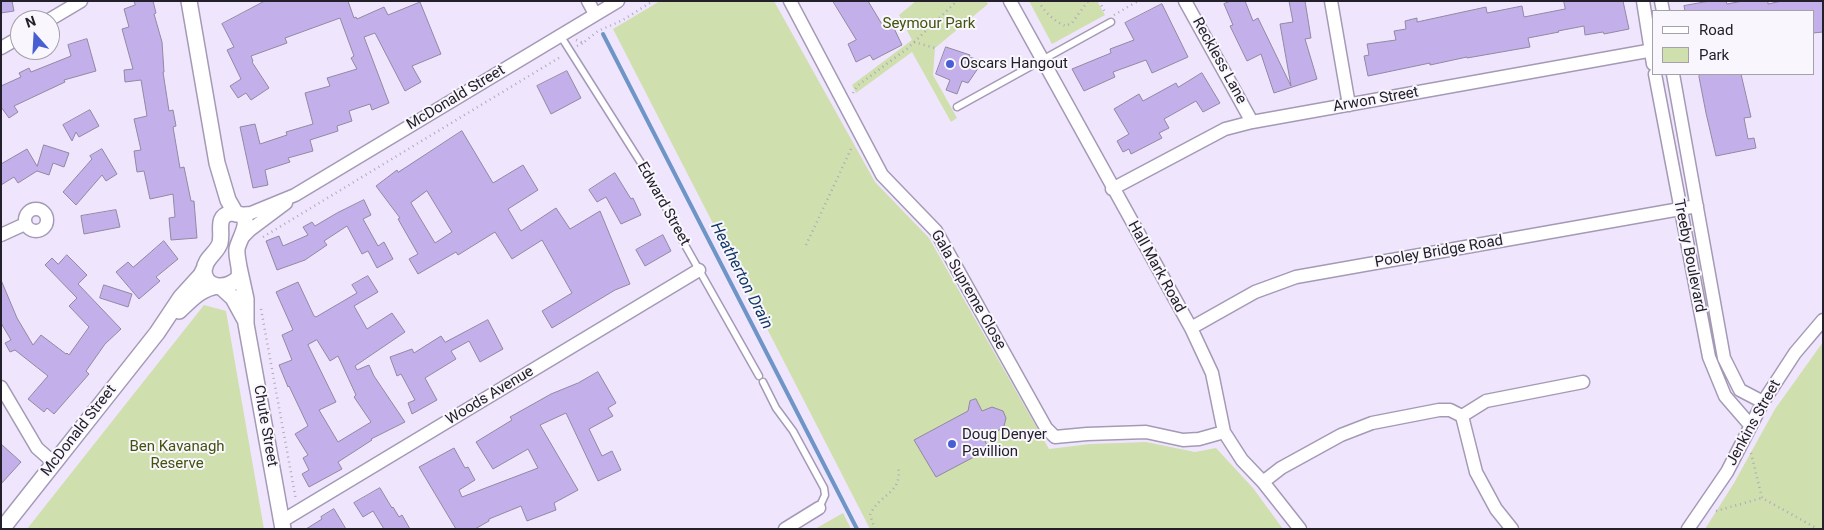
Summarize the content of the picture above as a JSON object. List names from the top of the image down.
{
  "streets": {
    "street": [
      "Reckless Lane",
      "McDonald Street",
      "Arwon Street",
      "Pooley Bridge Road",
      "Treeby Boulevard",
      "Hall Mark Road",
      "Gala Supreme Close",
      "Woods Avenue",
      "Jenkins Street",
      "Chute Street"
    ],
    "lane": ["Edward Street"]
  },
  "crossings": [
    ["Reckless Lane", "Arwon Street"],
    ["McDonald Street", "Edward Street"],
    ["McDonald Street", "Chute Street"],
    ["Arwon Street", "Hall Mark Road"],
    ["Edward Street", "Woods Avenue"],
    ["Pooley Bridge Road", "Treeby Boulevard"],
    ["Pooley Bridge Road", "Hall Mark Road"],
    ["Treeby Boulevard", "Jenkins Street"],
    ["Hall Mark Road", "Gala Supreme Close"],
    ["Woods Avenue", "Chute Street"]
  ],
  "water": ["Heatherton Drain"],
  "parks": ["Seymour Park", "Ben Kavanagh Reserve"],
  "places": ["Oscars Hangout", "Doug Denyer Pavillion"],
  "legend": ["Road", "Park"],
  "north": "top"
}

# [TASK STATEMENT]
Leave the pictures behind and transcribe every record above exactly.

# [TASK SOLUTION]
Summarize the content of the picture above as a JSON object. List names from the top of the image down.
{
  "streets": {
    "street": [
      "Reckless Lane",
      "McDonald Street",
      "Arwon Street",
      "Pooley Bridge Road",
      "Treeby Boulevard",
      "Hall Mark Road",
      "Gala Supreme Close",
      "Woods Avenue",
      "Jenkins Street",
      "Chute Street"
    ],
    "lane": ["Edward Street"]
  },
  "crossings": [
    ["Reckless Lane", "Arwon Street"],
    ["McDonald Street", "Edward Street"],
    ["McDonald Street", "Chute Street"],
    ["Arwon Street", "Hall Mark Road"],
    ["Edward Street", "Woods Avenue"],
    ["Pooley Bridge Road", "Treeby Boulevard"],
    ["Pooley Bridge Road", "Hall Mark Road"],
    ["Treeby Boulevard", "Jenkins Street"],
    ["Hall Mark Road", "Gala Supreme Close"],
    ["Woods Avenue", "Chute Street"]
  ],
  "water": ["Heatherton Drain"],
  "parks": ["Seymour Park", "Ben Kavanagh Reserve"],
  "places": ["Oscars Hangout", "Doug Denyer Pavillion"],
  "legend": ["Road", "Park"],
  "north": "top"
}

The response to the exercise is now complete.